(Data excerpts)
______________________________
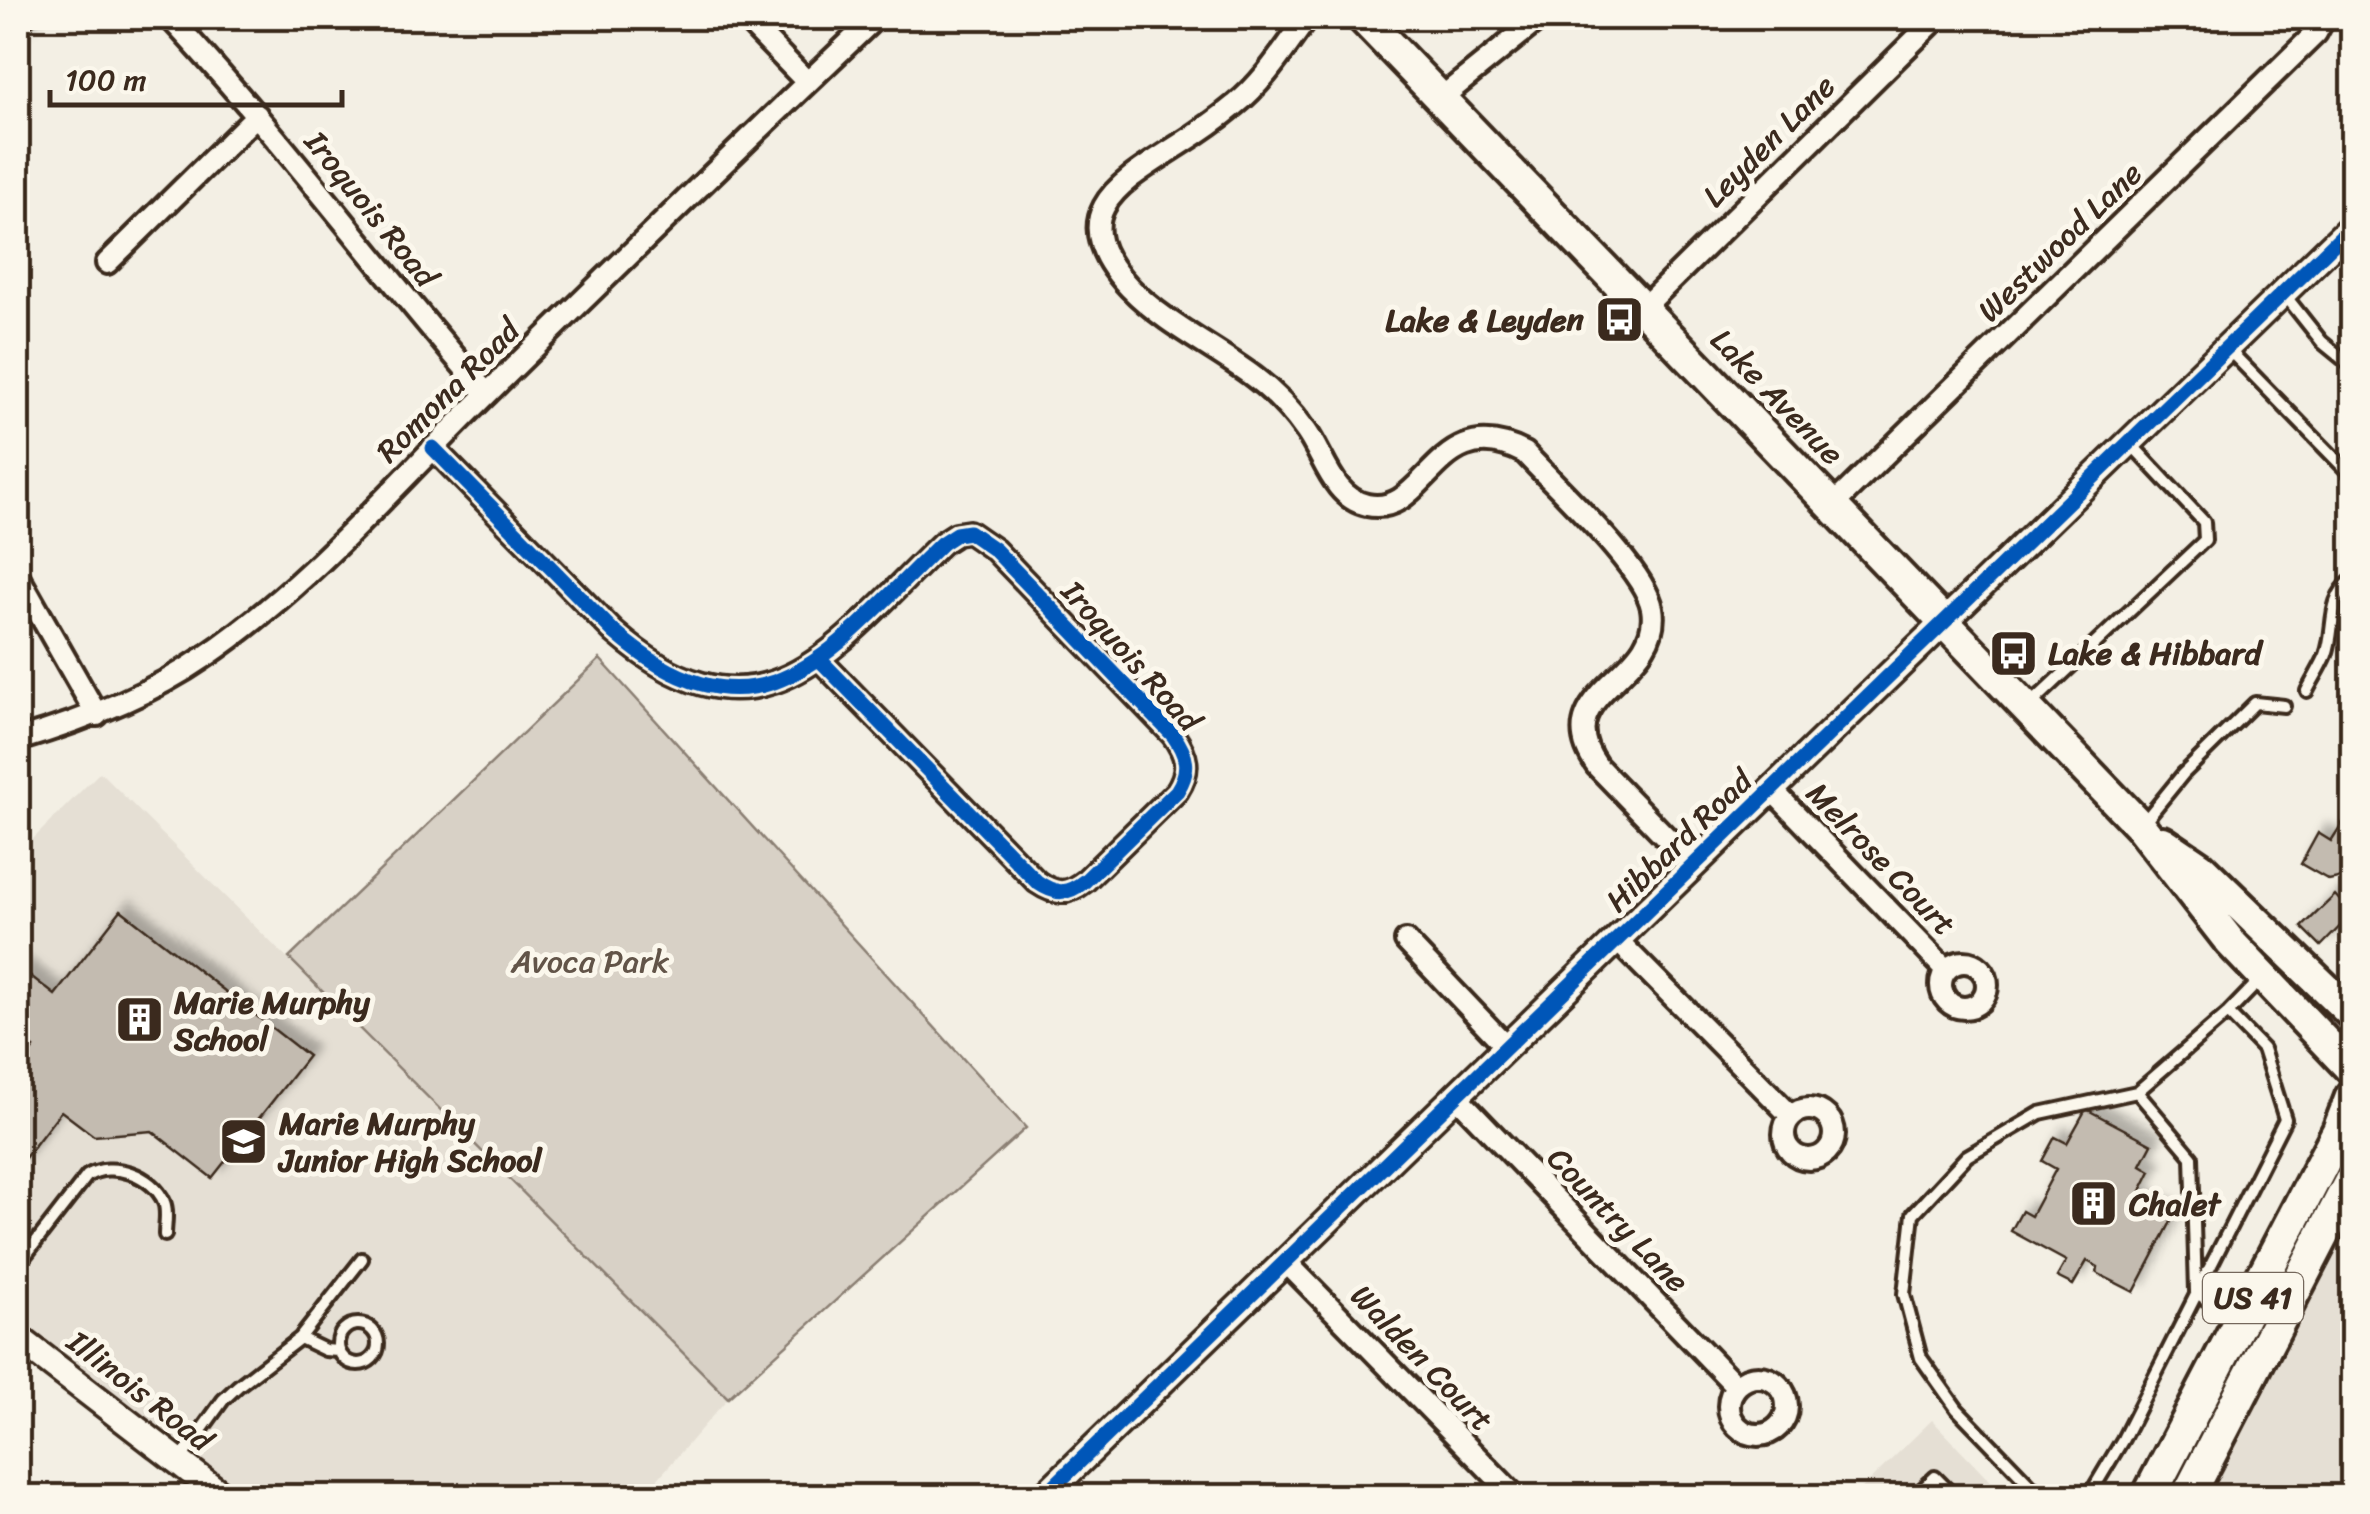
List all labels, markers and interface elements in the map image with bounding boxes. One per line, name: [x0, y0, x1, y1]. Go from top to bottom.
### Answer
scale bar: [50, 45, 342, 107]
text: 100 m: [65, 53, 147, 107]
street label: Leyden Lane: [1688, 60, 1850, 222]
street label: Iroquois Road: [289, 117, 454, 302]
street label: Westwood Lane: [1963, 147, 2157, 337]
place label: Lake & Leyden: [1385, 292, 1585, 349]
bus stop icon: Lake & Leyden: [1593, 294, 1645, 346]
street label: Romona Road: [362, 303, 536, 477]
street label: Lake Avenue: [1696, 314, 1858, 480]
street label: Iroquois Road: [1046, 566, 1217, 747]
place label: Lake & Hibbard: [2048, 625, 2265, 682]
bus stop icon: Lake & Hibbard: [1987, 627, 2039, 679]
street label: Hibbard Road: [1591, 753, 1768, 927]
street label: Melrose Court: [1792, 768, 1970, 950]
park label: Avoca Park: [510, 933, 670, 990]
place label: Marie Murphy School: [173, 974, 371, 1068]
building icon: Marie Murphy School: [113, 994, 165, 1046]
place label: Marie Murphy Junior High School: [277, 1095, 544, 1189]
school or university icon: Marie Murphy Junior High School: [218, 1115, 270, 1167]
street label: Country Lane: [1532, 1133, 1704, 1307]
place label: Chalet: [2128, 1176, 2222, 1233]
building icon: Chalet: [2068, 1178, 2120, 1230]
street label: Walden Court: [1336, 1270, 1508, 1446]
road number: US 41: [2203, 1273, 2303, 1323]
street label: Illinois Road: [53, 1314, 228, 1468]

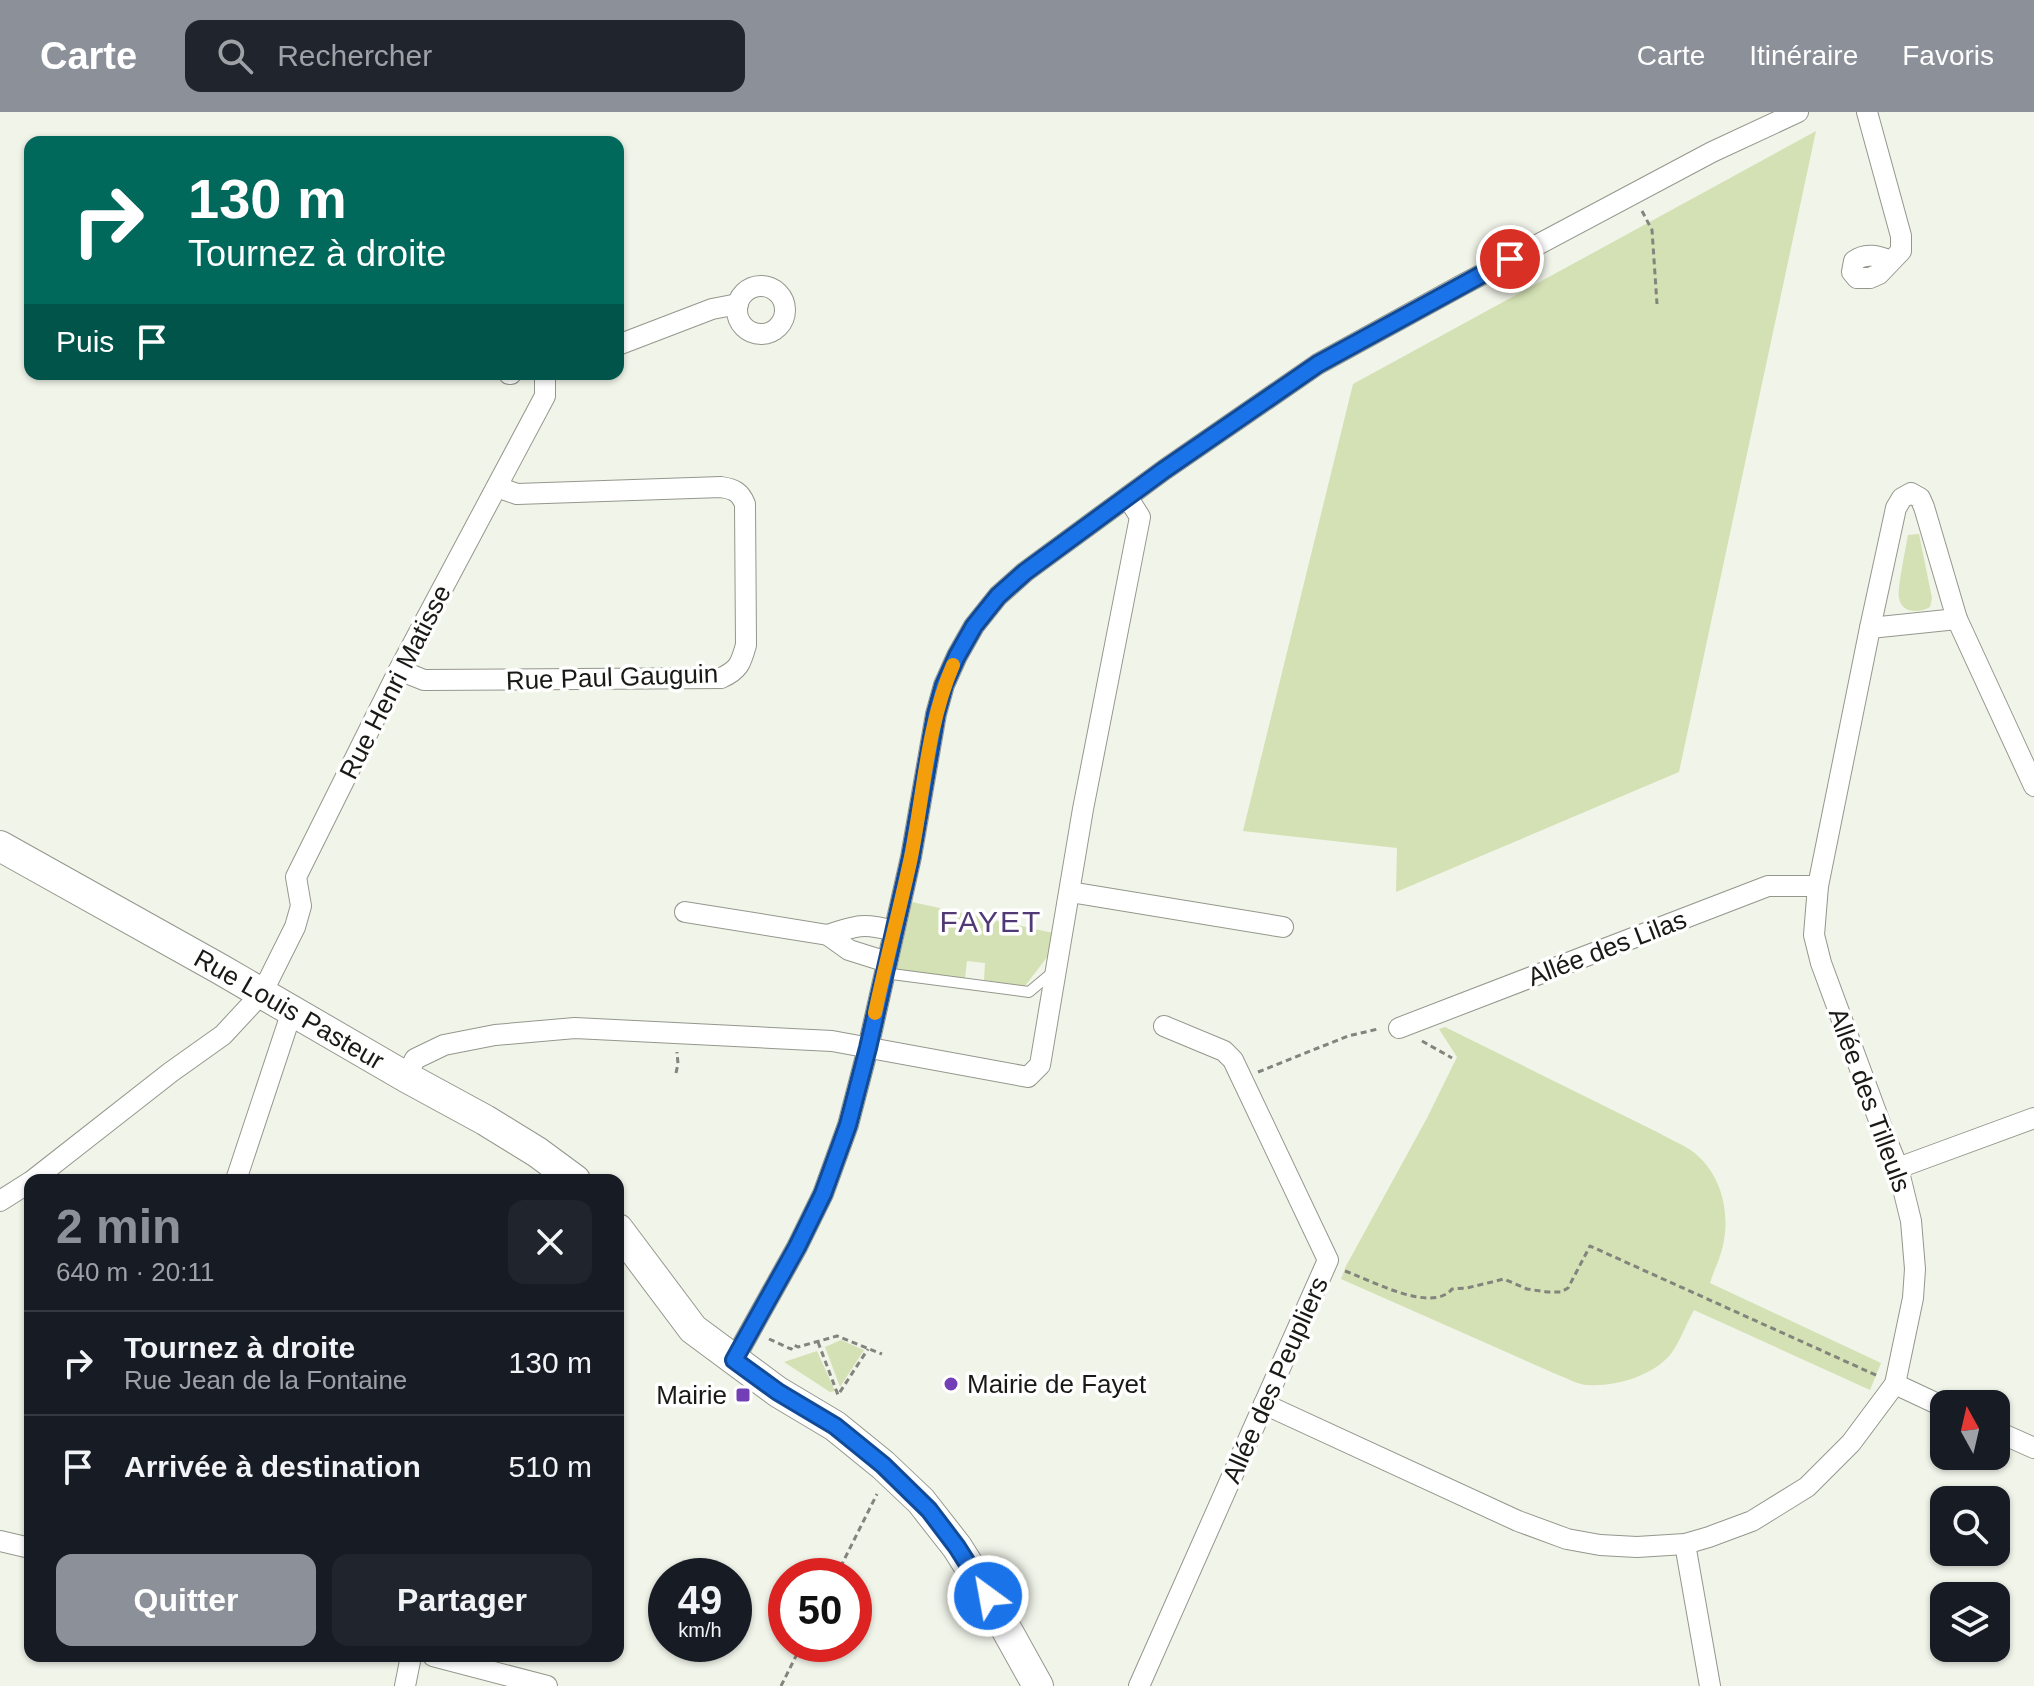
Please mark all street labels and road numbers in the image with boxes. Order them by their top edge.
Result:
street label: Rue Henri Matisse [333,580,457,784]
street label: Rue Paul Gauguin [505,658,719,696]
street label: Allée des Lilas [1523,904,1691,992]
street label: Rue Louis Pasteur [189,943,390,1076]
street label: Allée des Tilleuls [1823,1004,1917,1196]
street label: Allée des Peupliers [1216,1272,1334,1488]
______________________________
About this exercise:
In the copy, include each entry exactly as written and none of the pictures.

Worked solution:
List all labels, markers and interface elements in the map image with bounding boxes. One per line, name: [x0, y0, x1, y1]. Go from top to bottom.
### Answer
scale bar: [50, 45, 342, 107]
text: 100 m: [65, 53, 147, 107]
street label: Leyden Lane: [1688, 60, 1850, 222]
street label: Iroquois Road: [289, 117, 454, 302]
street label: Westwood Lane: [1963, 147, 2157, 337]
place label: Lake & Leyden: [1385, 292, 1585, 349]
bus stop icon: Lake & Leyden: [1593, 294, 1645, 346]
street label: Romona Road: [362, 303, 536, 477]
street label: Lake Avenue: [1696, 314, 1858, 480]
street label: Iroquois Road: [1046, 566, 1217, 747]
place label: Lake & Hibbard: [2048, 625, 2265, 682]
bus stop icon: Lake & Hibbard: [1987, 627, 2039, 679]
street label: Hibbard Road: [1591, 753, 1768, 927]
street label: Melrose Court: [1792, 768, 1970, 950]
park label: Avoca Park: [510, 933, 670, 990]
place label: Marie Murphy School: [173, 974, 371, 1068]
building icon: Marie Murphy School: [113, 994, 165, 1046]
place label: Marie Murphy Junior High School: [277, 1095, 544, 1189]
school or university icon: Marie Murphy Junior High School: [218, 1115, 270, 1167]
street label: Country Lane: [1532, 1133, 1704, 1307]
place label: Chalet: [2128, 1176, 2222, 1233]
building icon: Chalet: [2068, 1178, 2120, 1230]
street label: Walden Court: [1336, 1270, 1508, 1446]
road number: US 41: [2203, 1273, 2303, 1323]
street label: Illinois Road: [53, 1314, 228, 1468]

Please mark all street labels and road numbers in the image with boxes. Order them by their top edge.
Result:
street label: Rue Henri Matisse [333,580,457,784]
street label: Rue Paul Gauguin [505,658,719,696]
street label: Allée des Lilas [1523,904,1691,992]
street label: Rue Louis Pasteur [189,943,390,1076]
street label: Allée des Tilleuls [1823,1004,1917,1196]
street label: Allée des Peupliers [1216,1272,1334,1488]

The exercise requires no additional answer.